Exercise instructions - Start at the top of the records and, please, print each line exactly through the line that contains "2px #a7b7b3) drop-shadow(0", leaving out all pictures.

==*==

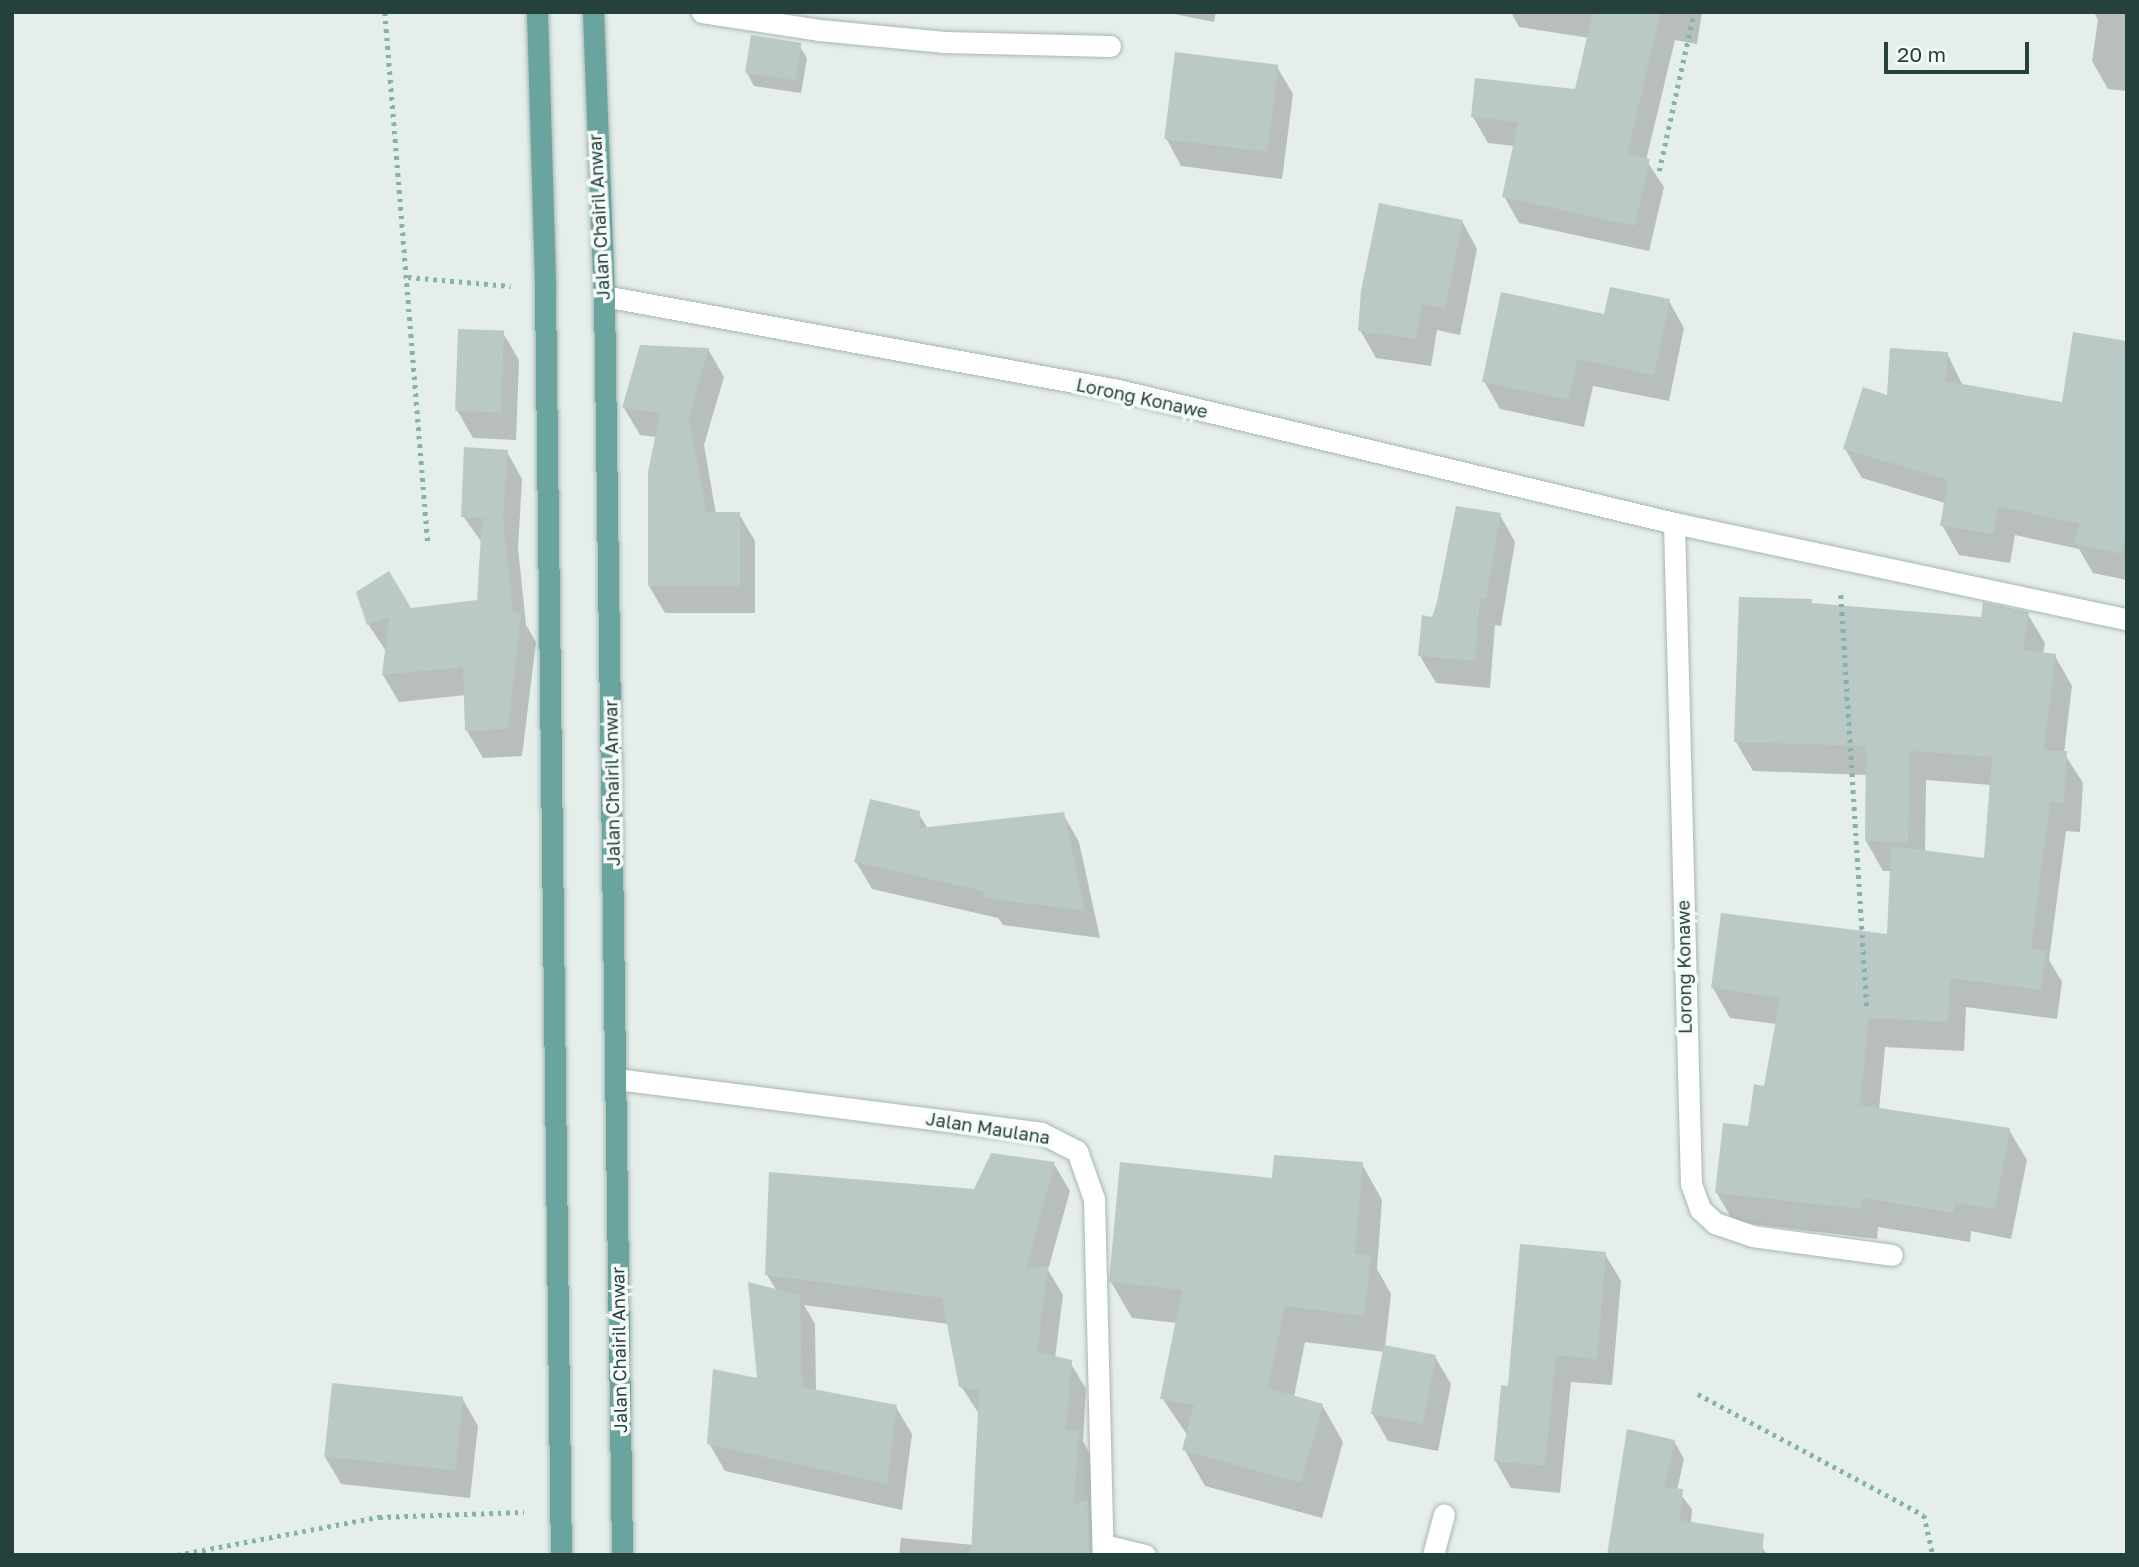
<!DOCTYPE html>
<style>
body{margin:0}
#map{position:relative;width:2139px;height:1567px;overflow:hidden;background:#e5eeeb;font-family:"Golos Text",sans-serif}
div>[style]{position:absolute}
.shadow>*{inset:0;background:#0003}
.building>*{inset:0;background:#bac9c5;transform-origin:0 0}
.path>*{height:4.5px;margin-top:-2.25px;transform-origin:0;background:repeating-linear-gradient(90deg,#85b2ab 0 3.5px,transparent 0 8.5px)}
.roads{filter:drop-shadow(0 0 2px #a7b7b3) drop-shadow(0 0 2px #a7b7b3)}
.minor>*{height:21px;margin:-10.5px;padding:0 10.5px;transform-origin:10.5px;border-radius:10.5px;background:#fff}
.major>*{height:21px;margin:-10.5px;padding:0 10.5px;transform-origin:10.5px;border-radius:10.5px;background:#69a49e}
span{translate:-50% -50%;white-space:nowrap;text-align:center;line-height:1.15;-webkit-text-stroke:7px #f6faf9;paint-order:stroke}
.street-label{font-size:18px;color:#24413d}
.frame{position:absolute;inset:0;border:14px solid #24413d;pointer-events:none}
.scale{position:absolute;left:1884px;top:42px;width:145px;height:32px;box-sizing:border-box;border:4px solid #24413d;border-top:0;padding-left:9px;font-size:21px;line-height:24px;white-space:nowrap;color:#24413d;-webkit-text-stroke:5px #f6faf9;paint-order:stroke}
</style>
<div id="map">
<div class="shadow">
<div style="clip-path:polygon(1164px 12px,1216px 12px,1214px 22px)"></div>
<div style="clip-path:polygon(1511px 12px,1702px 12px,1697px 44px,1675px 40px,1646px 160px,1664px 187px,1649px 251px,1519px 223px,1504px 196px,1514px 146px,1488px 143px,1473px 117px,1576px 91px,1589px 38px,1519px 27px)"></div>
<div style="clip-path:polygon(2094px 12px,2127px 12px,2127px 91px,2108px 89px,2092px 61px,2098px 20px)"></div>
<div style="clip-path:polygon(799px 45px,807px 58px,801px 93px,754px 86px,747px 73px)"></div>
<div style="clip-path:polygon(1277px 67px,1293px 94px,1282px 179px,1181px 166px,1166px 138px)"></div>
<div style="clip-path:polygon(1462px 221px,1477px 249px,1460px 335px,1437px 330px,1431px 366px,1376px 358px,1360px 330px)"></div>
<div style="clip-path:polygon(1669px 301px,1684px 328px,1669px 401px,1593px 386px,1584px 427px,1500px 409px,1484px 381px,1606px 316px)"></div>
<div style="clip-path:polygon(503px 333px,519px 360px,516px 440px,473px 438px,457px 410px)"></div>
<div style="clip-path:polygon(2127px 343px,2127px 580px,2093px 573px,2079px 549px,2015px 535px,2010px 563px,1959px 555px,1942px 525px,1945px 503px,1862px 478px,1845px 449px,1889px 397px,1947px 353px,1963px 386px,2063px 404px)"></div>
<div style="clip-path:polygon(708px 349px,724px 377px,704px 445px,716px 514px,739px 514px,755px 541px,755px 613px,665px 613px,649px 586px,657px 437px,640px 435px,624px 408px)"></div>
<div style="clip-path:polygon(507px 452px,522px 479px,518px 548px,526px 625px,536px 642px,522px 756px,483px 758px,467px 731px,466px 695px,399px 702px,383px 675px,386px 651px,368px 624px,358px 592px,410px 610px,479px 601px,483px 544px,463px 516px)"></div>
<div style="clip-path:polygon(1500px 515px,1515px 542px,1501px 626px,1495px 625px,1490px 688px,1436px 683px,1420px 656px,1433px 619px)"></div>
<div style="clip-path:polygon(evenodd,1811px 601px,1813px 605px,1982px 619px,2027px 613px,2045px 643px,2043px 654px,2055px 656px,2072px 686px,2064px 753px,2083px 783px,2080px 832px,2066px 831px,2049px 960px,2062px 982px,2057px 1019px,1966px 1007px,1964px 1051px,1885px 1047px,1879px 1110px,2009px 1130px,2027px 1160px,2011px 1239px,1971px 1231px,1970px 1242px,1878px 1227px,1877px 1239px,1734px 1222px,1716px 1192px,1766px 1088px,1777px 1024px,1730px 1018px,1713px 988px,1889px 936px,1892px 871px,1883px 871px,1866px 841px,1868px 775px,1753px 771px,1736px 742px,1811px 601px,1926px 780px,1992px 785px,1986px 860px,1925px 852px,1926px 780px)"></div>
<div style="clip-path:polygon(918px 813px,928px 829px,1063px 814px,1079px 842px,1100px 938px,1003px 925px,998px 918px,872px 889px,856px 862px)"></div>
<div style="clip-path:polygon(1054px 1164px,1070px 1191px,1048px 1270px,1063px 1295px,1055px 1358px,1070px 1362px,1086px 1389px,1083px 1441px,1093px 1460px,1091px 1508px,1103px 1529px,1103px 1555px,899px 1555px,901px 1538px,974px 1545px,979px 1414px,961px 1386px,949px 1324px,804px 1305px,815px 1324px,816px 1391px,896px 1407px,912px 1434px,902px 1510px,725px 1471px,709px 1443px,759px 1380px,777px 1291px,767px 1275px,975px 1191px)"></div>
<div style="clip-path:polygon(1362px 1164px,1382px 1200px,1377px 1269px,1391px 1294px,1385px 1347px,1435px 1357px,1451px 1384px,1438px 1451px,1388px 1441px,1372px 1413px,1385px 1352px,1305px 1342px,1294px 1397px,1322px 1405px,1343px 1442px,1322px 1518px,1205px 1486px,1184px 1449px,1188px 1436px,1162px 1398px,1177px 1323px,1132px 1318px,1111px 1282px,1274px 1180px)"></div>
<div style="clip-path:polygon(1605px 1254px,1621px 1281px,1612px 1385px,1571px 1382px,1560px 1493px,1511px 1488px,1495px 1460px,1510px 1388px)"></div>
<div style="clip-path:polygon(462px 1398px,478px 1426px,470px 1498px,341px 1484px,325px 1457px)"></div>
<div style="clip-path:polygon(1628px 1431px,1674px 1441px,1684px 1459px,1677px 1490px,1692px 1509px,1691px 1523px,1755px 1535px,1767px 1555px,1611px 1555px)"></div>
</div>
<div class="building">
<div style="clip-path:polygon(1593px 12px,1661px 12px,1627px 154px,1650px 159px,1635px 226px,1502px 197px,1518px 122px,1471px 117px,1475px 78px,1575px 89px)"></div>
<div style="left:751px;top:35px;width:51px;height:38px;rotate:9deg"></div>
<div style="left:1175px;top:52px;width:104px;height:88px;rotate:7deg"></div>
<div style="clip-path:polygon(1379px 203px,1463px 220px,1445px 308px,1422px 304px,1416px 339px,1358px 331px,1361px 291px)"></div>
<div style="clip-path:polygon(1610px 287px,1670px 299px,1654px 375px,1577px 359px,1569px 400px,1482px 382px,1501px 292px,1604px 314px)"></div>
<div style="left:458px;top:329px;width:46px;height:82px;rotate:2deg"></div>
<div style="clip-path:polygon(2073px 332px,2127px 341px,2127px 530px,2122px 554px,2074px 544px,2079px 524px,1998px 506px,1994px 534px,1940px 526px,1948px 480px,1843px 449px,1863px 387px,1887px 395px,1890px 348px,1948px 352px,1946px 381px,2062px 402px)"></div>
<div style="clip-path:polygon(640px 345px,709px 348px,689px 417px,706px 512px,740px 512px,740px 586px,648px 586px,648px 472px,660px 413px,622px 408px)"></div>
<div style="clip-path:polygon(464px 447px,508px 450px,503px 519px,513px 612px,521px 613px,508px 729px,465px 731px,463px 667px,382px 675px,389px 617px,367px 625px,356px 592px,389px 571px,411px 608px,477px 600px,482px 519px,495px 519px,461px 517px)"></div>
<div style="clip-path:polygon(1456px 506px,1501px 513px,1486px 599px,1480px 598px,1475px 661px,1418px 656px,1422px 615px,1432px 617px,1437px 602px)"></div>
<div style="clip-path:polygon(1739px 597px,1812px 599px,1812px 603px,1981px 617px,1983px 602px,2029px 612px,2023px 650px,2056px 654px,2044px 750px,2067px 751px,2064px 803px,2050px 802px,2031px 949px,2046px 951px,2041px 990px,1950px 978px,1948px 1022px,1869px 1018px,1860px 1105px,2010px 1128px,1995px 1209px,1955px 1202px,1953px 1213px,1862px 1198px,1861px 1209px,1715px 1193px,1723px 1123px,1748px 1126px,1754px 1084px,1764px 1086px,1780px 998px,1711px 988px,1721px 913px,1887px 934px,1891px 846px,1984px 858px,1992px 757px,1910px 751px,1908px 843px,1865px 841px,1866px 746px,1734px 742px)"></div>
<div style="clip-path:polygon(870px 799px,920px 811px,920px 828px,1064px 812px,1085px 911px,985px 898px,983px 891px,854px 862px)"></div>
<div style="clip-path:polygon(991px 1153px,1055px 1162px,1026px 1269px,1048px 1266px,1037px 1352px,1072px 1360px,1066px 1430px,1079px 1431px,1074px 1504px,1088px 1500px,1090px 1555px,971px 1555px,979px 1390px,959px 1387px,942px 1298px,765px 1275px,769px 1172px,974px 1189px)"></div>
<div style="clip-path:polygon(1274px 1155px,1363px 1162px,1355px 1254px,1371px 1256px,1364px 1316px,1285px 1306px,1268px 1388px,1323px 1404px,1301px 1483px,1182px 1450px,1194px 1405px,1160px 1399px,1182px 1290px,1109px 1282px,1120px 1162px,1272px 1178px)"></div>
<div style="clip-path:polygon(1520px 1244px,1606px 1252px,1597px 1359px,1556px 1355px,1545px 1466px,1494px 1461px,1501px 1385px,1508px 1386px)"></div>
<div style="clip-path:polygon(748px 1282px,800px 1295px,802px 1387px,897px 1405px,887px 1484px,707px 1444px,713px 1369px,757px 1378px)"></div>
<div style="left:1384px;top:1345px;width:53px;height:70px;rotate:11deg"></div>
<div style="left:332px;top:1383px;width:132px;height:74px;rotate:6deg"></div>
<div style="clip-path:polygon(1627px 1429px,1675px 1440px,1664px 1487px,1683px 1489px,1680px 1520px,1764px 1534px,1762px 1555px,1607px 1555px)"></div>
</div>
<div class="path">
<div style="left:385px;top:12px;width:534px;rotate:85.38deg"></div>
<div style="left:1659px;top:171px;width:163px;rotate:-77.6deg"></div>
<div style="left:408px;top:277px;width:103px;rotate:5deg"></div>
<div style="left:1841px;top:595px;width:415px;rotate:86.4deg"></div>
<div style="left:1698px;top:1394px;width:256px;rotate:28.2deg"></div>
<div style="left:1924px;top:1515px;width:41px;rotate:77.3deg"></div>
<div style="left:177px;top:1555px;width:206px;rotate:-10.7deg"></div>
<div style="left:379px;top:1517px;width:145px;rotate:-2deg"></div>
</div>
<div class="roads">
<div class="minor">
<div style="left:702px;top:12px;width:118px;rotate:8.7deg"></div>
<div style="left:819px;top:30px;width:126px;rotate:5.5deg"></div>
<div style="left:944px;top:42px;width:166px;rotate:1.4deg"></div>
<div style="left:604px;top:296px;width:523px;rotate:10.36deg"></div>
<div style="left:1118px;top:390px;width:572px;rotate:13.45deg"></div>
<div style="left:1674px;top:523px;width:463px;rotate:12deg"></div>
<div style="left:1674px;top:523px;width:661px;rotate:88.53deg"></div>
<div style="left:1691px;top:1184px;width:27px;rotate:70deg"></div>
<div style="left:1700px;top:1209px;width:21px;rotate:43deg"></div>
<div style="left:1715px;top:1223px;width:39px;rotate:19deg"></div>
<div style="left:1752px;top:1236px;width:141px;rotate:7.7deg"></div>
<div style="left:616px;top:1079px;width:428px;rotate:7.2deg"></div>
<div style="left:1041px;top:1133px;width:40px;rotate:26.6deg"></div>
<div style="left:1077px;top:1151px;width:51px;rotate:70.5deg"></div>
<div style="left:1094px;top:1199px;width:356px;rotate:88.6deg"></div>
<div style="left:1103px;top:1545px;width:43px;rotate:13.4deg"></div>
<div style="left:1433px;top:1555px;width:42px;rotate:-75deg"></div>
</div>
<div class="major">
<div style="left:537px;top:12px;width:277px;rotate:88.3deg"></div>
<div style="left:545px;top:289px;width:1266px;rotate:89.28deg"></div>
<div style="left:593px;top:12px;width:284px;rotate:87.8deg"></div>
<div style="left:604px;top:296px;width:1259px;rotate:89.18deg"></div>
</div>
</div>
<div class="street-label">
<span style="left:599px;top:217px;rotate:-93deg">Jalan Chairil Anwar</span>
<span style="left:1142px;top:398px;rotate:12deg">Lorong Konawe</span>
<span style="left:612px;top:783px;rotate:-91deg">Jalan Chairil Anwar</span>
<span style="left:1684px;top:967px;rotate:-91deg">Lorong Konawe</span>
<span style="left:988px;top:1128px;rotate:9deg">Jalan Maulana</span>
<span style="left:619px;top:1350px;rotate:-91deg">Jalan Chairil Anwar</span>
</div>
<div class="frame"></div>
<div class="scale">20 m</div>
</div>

==*==

Task response -
<!DOCTYPE html>
<style>
body{margin:0}
#map{position:relative;width:2139px;height:1567px;overflow:hidden;background:#e5eeeb;font-family:"Golos Text",sans-serif}
div>[style]{position:absolute}
.shadow>*{inset:0;background:#0003}
.building>*{inset:0;background:#bac9c5;transform-origin:0 0}
.path>*{height:4.5px;margin-top:-2.25px;transform-origin:0;background:repeating-linear-gradient(90deg,#85b2ab 0 3.5px,transparent 0 8.5px)}
.roads{filter:drop-shadow(0 0 2px #a7b7b3) drop-shadow(0 0 2px #a7b7b3)}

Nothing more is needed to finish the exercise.